On our way to the gate, which was about twenty yards away, I told the security guard, “You have to understand that when I’m on my way to the gate, then whisked into this side room where they take my boarding pass away, I’m gonna get a little antsy.”
“Yeah, I understand,” he said. “But if we let you sit out here and they changed the gate or something, you might not know about it. It’s just easier for people with special needs.”
I nearly clobbered him with my cane, but then remembered I’d likely find myself back in the isolation room for good.

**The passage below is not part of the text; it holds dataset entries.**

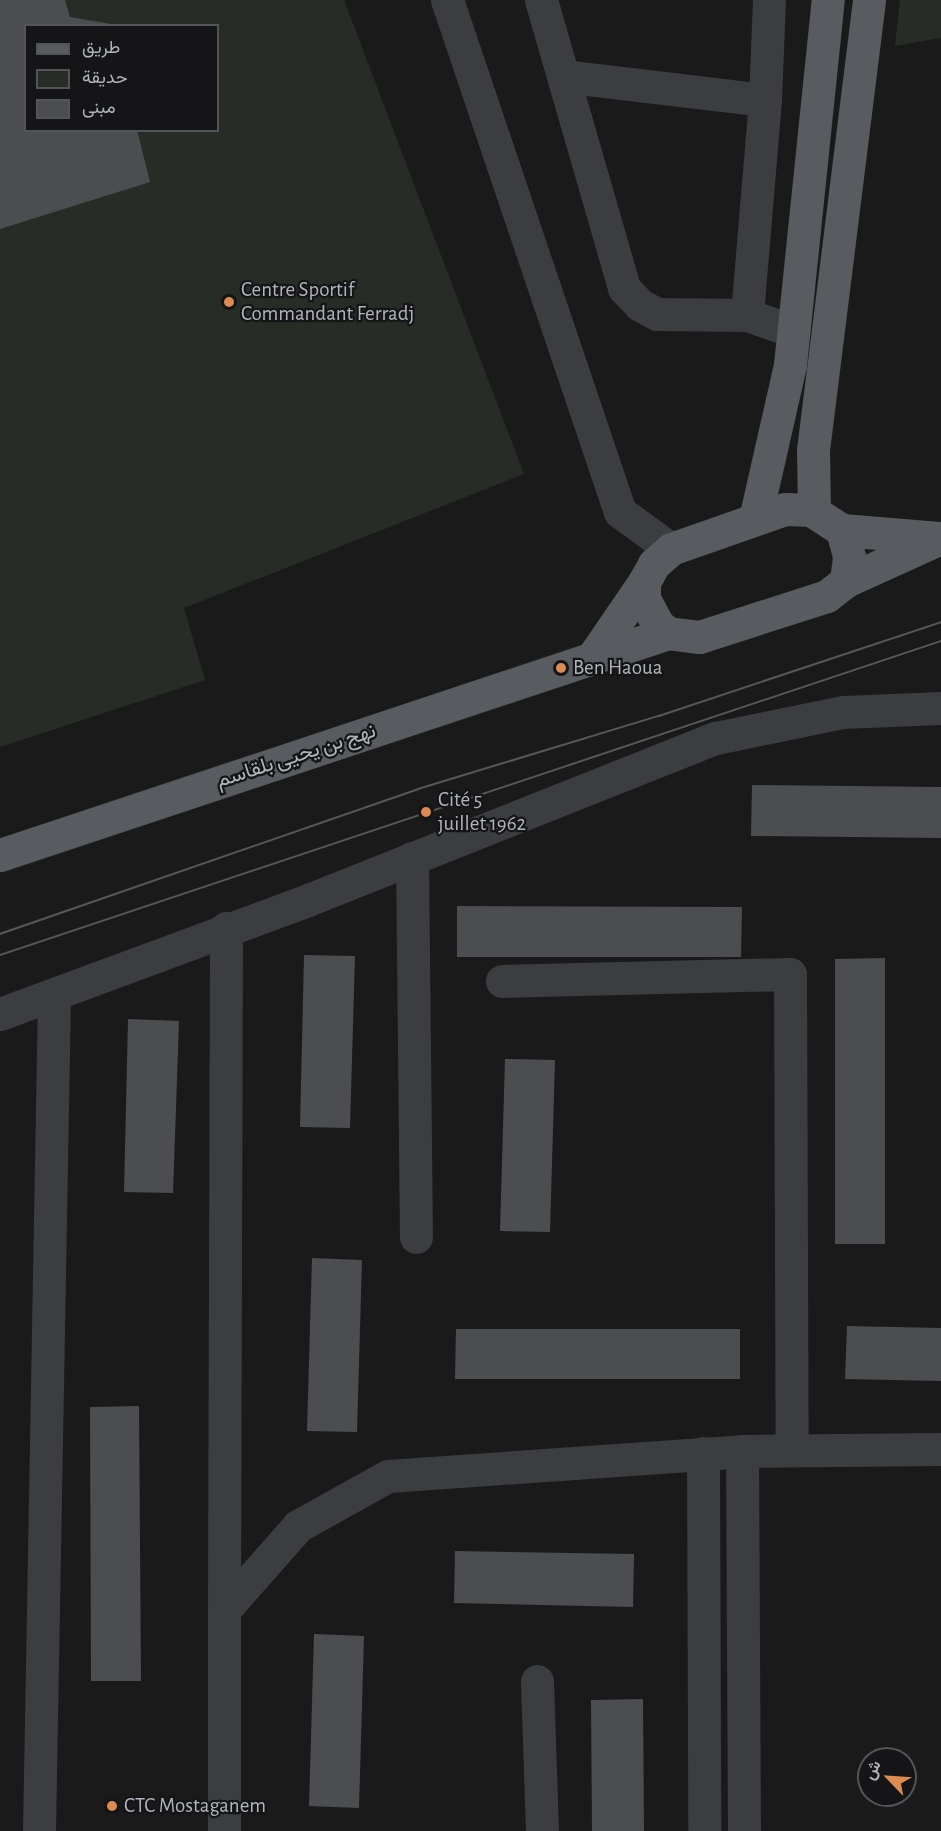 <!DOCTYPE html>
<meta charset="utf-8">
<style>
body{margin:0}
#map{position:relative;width:941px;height:1831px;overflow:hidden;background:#1a1a1b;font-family:"Alegreya Sans",Vazirmatn,sans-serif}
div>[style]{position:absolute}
.green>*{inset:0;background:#272d26}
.building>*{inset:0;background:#4c4d50}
.minor>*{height:33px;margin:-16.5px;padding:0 16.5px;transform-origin:16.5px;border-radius:16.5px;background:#3b3d40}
.major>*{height:33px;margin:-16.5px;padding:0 16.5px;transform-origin:16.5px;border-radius:16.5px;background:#585b5f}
.tram>*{height:1.5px;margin:-0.75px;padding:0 0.75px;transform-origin:0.75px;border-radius:0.75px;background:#54585b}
.dots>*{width:16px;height:16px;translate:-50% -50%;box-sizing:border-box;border:3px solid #151517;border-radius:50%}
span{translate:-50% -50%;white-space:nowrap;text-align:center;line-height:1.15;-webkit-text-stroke:4.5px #151517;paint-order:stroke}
.poi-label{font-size:21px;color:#aeb4b9}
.left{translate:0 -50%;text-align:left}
.street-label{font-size:21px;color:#aeb4b9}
.legend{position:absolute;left:24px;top:24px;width:195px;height:108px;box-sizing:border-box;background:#151517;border:2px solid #525558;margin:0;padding:8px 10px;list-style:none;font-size:18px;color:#aeb4b9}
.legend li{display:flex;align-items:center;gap:12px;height:30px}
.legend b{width:30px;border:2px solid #525558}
.north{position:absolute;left:857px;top:1747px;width:60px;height:60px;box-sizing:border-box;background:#151517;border:2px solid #525558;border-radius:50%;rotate:295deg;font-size:16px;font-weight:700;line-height:24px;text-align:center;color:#aeb4b9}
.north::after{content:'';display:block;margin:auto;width:21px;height:27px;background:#dc8b52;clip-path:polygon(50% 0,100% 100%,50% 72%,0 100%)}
</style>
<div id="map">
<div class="green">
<div style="clip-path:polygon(evenodd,0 0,344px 0,524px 474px,184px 608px,205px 680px,0 747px,0 0,26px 26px,218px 26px,218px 130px,26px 130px,26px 26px)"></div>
<div style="clip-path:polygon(900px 0,941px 0,941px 38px,895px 46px)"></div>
</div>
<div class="building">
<div style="clip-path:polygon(0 0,65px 0,70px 17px,111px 24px,26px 26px,26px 130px,137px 130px,150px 182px,0 229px)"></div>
<div style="clip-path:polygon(752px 785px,941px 787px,941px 838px,751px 836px)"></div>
<div style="clip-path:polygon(457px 906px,742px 907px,741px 957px,457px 957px)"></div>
<div style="clip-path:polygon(304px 955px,355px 956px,350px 1128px,300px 1127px)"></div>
<div style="clip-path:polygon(885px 958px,885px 1244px,835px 1244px,835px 959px)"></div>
<div style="clip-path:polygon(128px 1019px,179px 1021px,173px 1193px,124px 1192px)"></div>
<div style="clip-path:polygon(505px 1059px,555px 1060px,550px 1232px,500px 1231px)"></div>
<div style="clip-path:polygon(312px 1258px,362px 1260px,357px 1432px,307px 1431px)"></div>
<div style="clip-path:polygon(847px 1326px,941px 1328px,941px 1381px,845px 1379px)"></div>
<div style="clip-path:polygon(456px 1329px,740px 1329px,740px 1379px,455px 1379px)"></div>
<div style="clip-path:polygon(139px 1406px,141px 1681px,91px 1681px,90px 1407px)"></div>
<div style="clip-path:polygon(455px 1551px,634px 1554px,633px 1607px,454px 1603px)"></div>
<div style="clip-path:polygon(314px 1634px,364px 1636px,359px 1808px,309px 1806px)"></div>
<div style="clip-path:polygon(643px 1699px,644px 1831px,592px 1831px,591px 1700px)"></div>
</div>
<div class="minor">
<div style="left:447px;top:0;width:540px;rotate:71.33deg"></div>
<div style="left:620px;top:512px;width:63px;rotate:36deg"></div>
<div style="left:541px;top:0;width:300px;rotate:73.9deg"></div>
<div style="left:624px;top:288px;width:23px;rotate:47deg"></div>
<div style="left:640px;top:305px;width:19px;rotate:28deg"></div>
<div style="left:657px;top:314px;width:90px;rotate:0.6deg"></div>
<div style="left:769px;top:0;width:100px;rotate:92.3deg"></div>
<div style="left:765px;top:100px;width:216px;rotate:94.8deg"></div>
<div style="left:747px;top:315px;width:49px;rotate:19.2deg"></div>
<div style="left:563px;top:76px;width:203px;rotate:6.8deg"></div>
<div style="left:412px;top:858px;width:379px;rotate:89.4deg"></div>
<div style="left:502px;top:981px;width:288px;rotate:-1.4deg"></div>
<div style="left:790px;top:974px;width:476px;rotate:89.8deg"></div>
<div style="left:0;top:1014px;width:328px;rotate:-20.3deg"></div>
<div style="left:308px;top:900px;width:439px;rotate:-21.7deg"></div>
<div style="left:716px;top:738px;width:130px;rotate:-11.6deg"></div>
<div style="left:843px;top:712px;width:98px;rotate:-2.3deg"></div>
<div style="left:742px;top:1451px;width:380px;rotate:89.7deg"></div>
<div style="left:703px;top:1453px;width:378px;rotate:89.8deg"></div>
<div style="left:224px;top:1610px;width:682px;rotate:-89.83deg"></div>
<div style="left:537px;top:1681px;width:150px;rotate:88.1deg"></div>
<div style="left:39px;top:1831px;width:836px;rotate:-88.97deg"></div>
<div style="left:224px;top:1831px;width:221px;rotate:-90deg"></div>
<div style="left:224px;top:1610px;width:112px;rotate:-48.6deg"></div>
<div style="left:298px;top:1526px;width:103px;rotate:-29.1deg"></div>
<div style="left:388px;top:1476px;width:355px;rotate:-4deg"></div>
<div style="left:742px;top:1451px;width:199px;rotate:-0.6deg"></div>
</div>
<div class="major">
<div style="left:785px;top:509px;width:26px;rotate:2deg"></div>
<div style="left:811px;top:510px;width:37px;rotate:33deg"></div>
<div style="left:842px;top:530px;width:28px;rotate:75deg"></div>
<div style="left:849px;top:557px;width:24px;rotate:97deg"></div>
<div style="left:846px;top:581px;width:24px;rotate:142deg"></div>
<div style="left:827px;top:596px;width:134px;rotate:162.2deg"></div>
<div style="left:699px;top:637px;width:31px;rotate:-173deg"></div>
<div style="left:668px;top:633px;width:13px;rotate:-141deg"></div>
<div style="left:658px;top:625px;width:30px;rotate:-118deg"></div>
<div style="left:644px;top:599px;width:17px;rotate:-90deg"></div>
<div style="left:644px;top:582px;width:21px;rotate:-61deg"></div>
<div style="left:654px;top:564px;width:23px;rotate:-41deg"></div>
<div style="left:671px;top:549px;width:121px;rotate:-19.3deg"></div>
<div style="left:814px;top:512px;width:62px;rotate:-90.9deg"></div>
<div style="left:813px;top:450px;width:453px;rotate:-82.9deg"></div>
<div style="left:755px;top:519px;width:158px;rotate:-77.2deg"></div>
<div style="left:790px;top:365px;width:367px;rotate:-84.1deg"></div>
<div style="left:842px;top:530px;width:97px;rotate:4.7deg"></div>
<div style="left:846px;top:581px;width:104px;rotate:-24.4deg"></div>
<div style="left:592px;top:658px;width:92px;rotate:-55.6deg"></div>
<div style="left:0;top:855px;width:704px;rotate:-18.38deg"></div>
</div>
<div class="tram">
<div style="left:0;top:934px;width:442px;rotate:-19.1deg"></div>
<div style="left:418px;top:789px;width:252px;rotate:-16.9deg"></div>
<div style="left:659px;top:716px;width:297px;rotate:-18.4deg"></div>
<div style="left:0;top:955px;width:992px;rotate:-18.45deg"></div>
</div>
<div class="dots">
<div style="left:229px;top:302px;background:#dc8b52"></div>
<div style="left:561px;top:668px;background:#dc8b52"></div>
<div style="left:426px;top:812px;background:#dc8b52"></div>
<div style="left:112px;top:1806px;background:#dc8b52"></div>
</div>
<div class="poi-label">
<span class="left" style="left:241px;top:302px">Centre Sportif<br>Commandant Ferradj</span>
<span class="left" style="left:573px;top:668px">Ben Haoua</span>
<span class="left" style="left:438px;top:812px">Cité 5<br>juillet 1962</span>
<span class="left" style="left:124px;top:1806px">CTC Mostaganem</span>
</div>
<div class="street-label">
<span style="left:296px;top:756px;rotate:-18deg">نهج بن يحيى بلقاسم</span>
</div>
<ul class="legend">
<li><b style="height:8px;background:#585b5f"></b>طريق</li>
<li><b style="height:16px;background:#272d26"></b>حديقة</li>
<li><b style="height:16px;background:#4c4d50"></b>مبنى</li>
</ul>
<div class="north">ش</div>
</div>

“They’re gonna start boarding your flight in about twenty minutes. You sure you’ll be okay waiting?”
“Made it four hours here last week with no trouble.”
We arrived at the gate and he found an empty seat for me. After he left, I sat between two overweight commuters and again reached for the phone to let Morgan know I had escaped. Before I even had a chance to pull the phone from my bag, however, one of the check-in agents told me they were boarding at that moment.
So in other words, that half-hour delay he’d told me about had been a cheap ruse. The plane was leaving on time, and if I’d listened to those fuckers in the isolation room, I likely would have missed it.
One of these days I think I’d like to find out what the hell that was all about. I’m not sure if it was O’Hare’s doing or American’s, but I don’t for a second believe that bullshit that they were locking me away for my own comfort and safety. So if that wasn’t the case, why in the hell were they fucking with the blind guy? Or is this simply the world I should expect to encounter from here on in?